--- TO DO ---
Where a line of the entries holds the string "bottom", copy that line.

--- RAW DATA ---
>>>
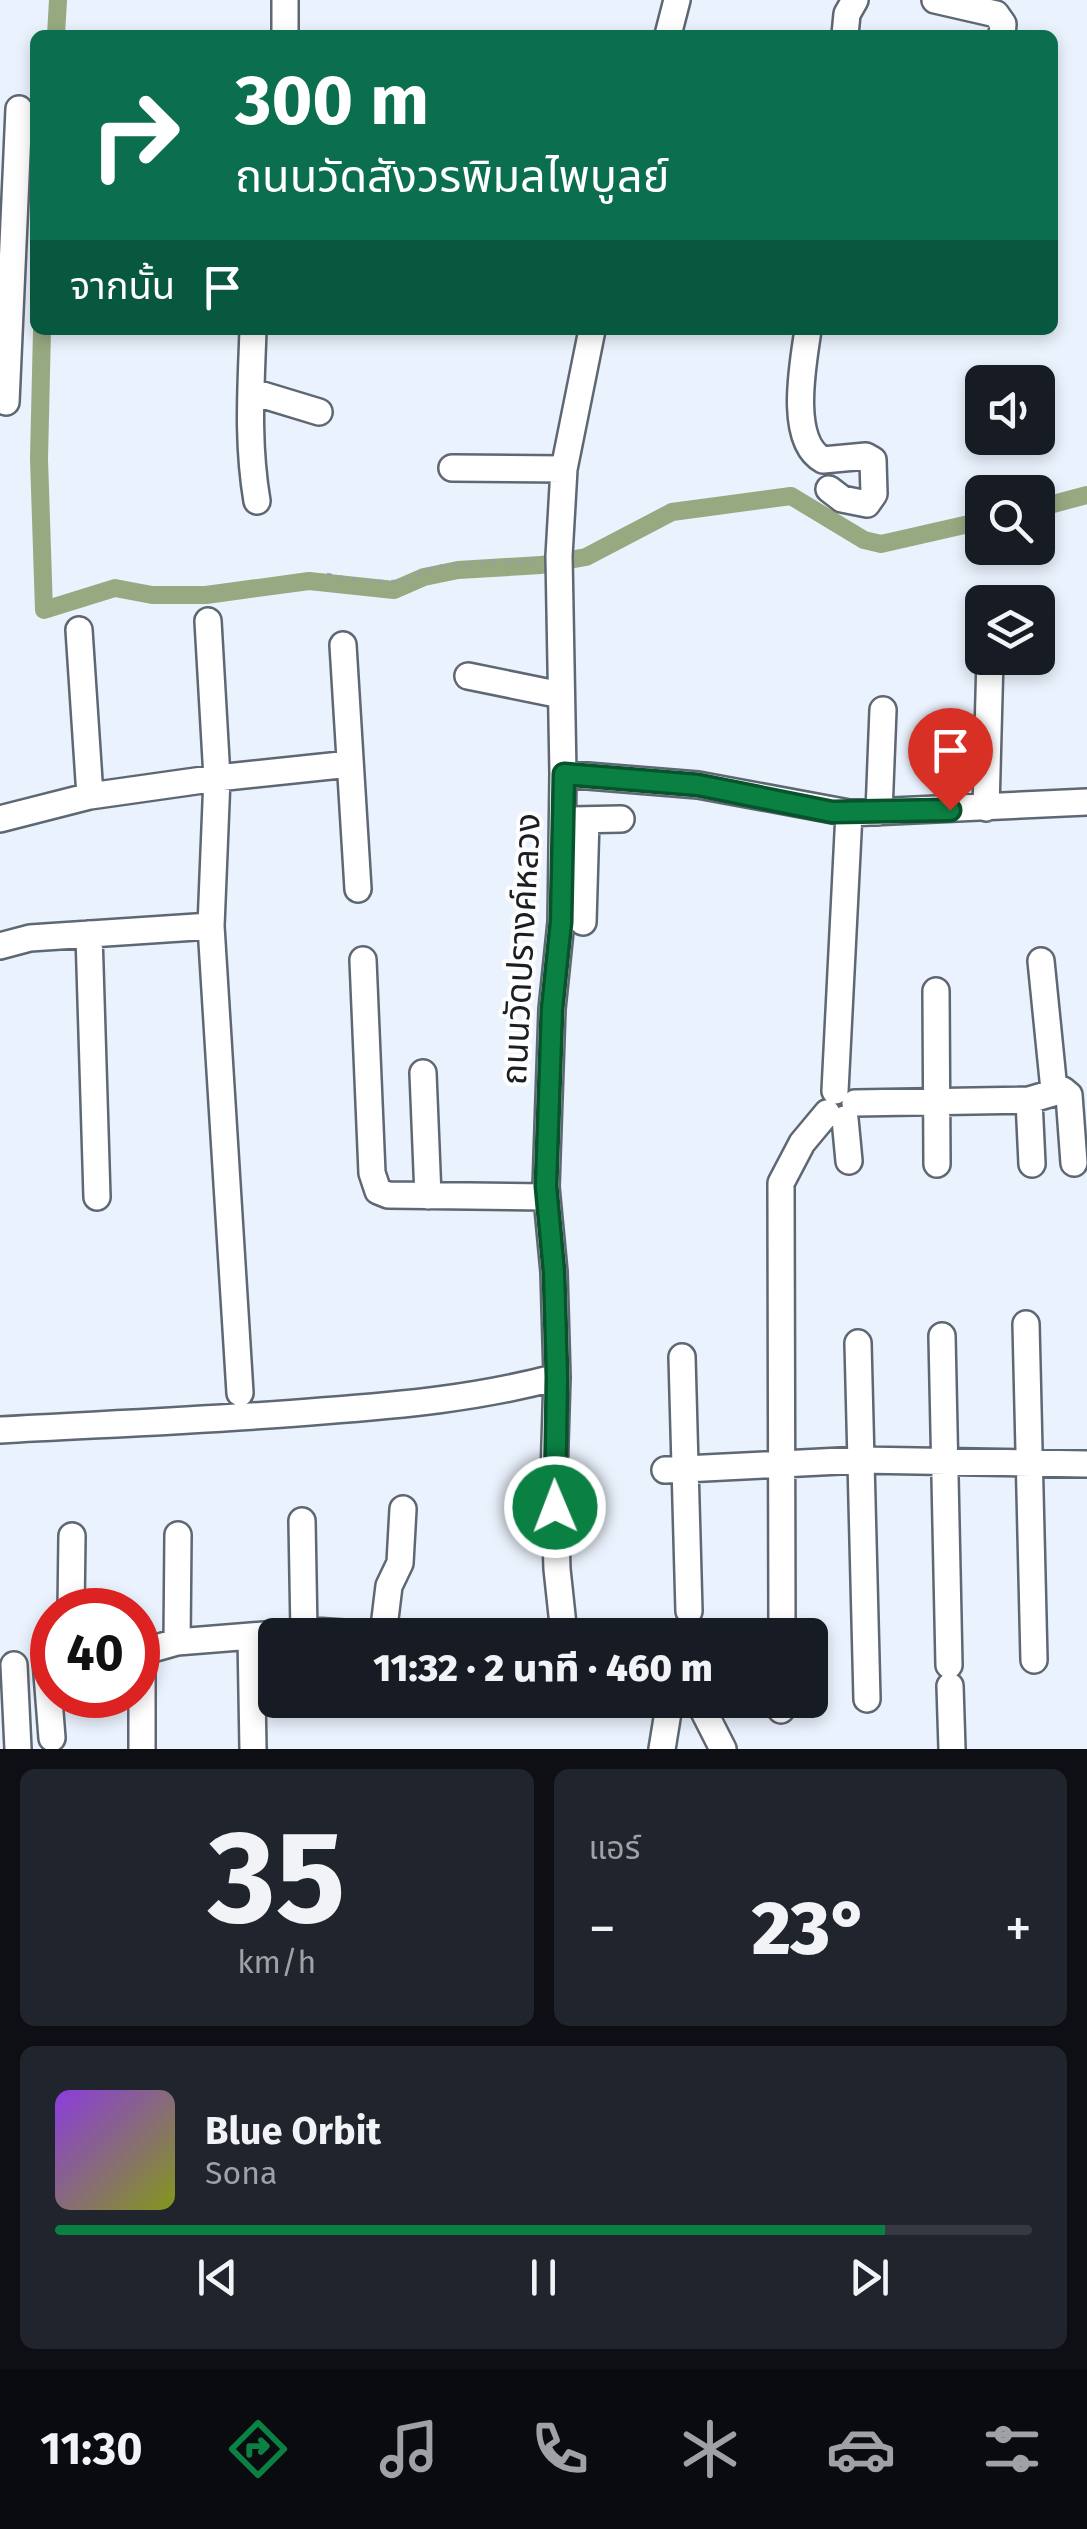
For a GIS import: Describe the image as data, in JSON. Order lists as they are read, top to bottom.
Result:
<<<
>>>
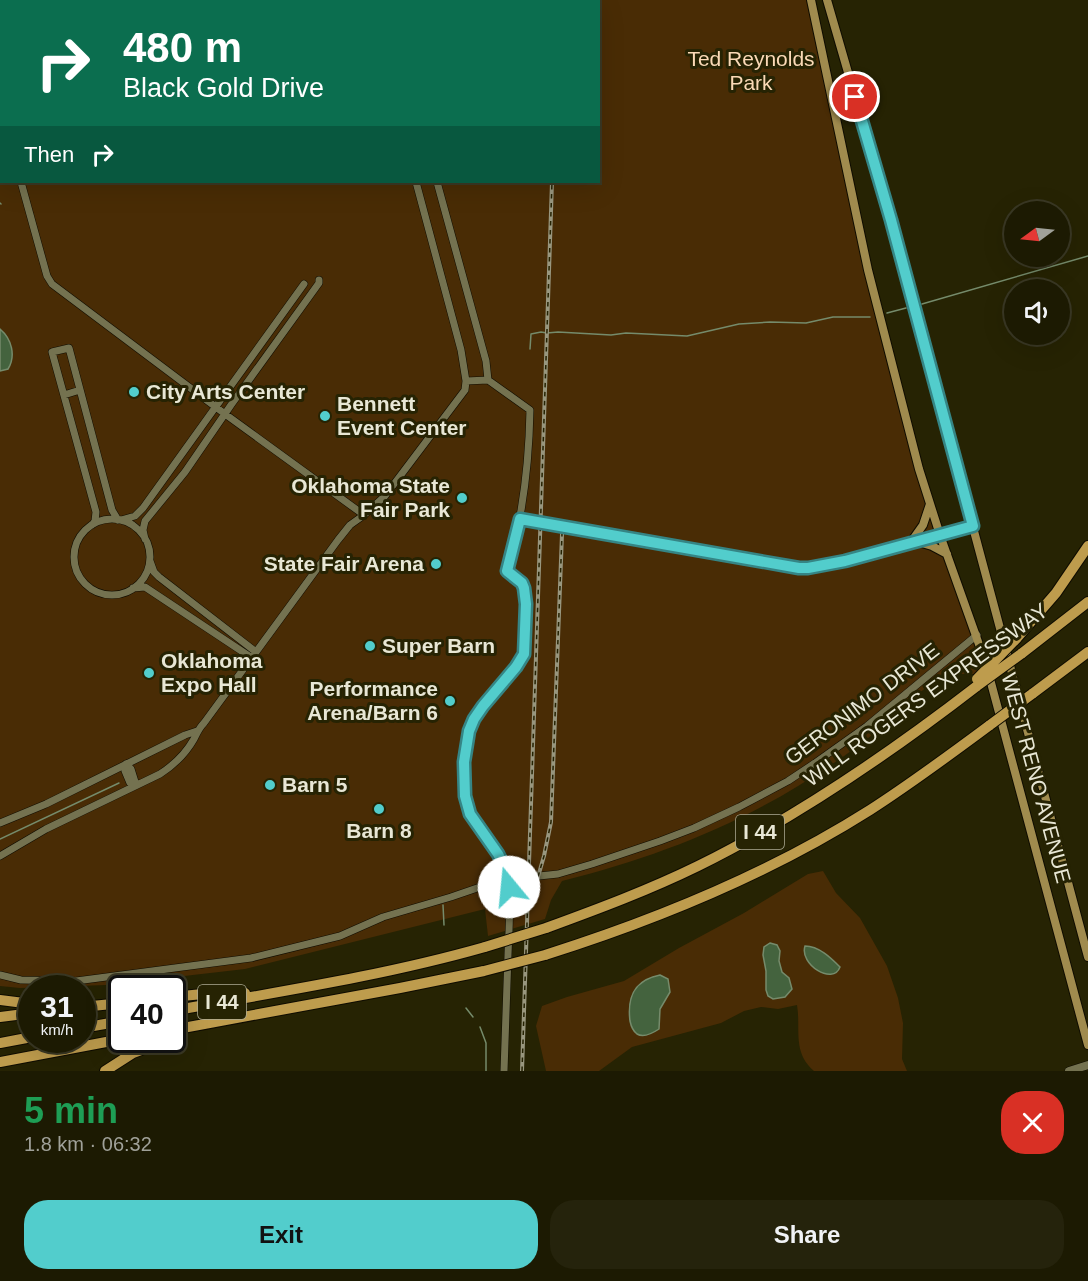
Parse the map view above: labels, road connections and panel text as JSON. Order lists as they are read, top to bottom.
<<<
>>>
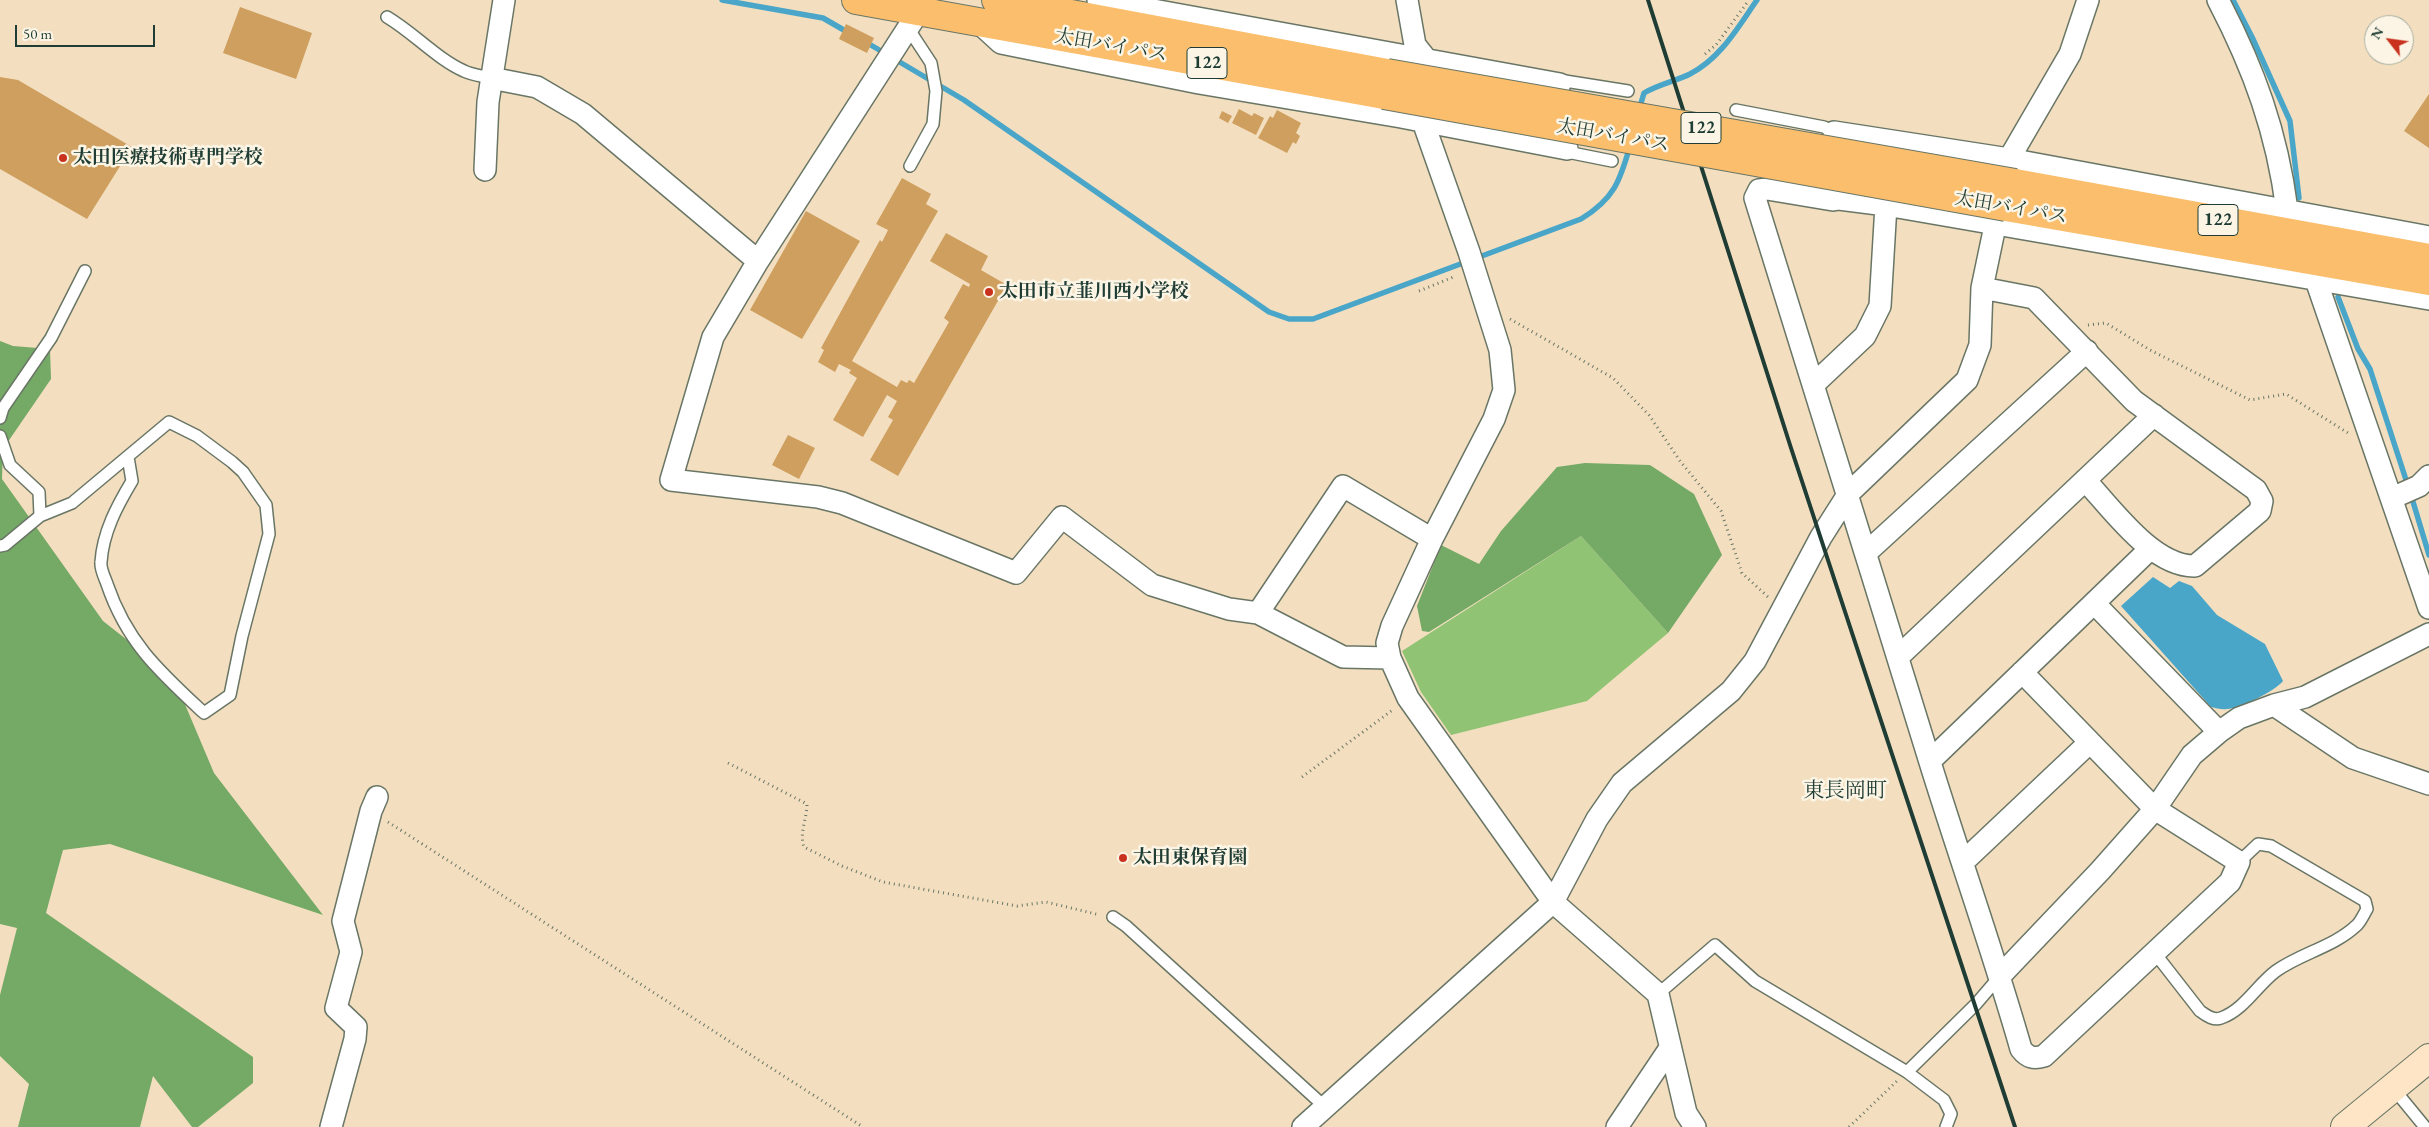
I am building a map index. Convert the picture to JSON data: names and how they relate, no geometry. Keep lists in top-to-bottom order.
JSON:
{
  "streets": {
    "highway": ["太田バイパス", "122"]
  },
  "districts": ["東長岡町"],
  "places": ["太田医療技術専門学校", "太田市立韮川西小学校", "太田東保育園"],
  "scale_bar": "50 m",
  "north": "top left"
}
<<<
--- REPLY ---
For a GIS import: Describe the image as data, in JSON. Order lists as they are read, top to bottom.
Parse the map view above: labels, road connections and panel text as JSON. Order lists as they are read, top to bottom.
I am building a map index. Convert the picture to JSON data: names and how they relate, no geometry. Keep lists in top-to-bottom order.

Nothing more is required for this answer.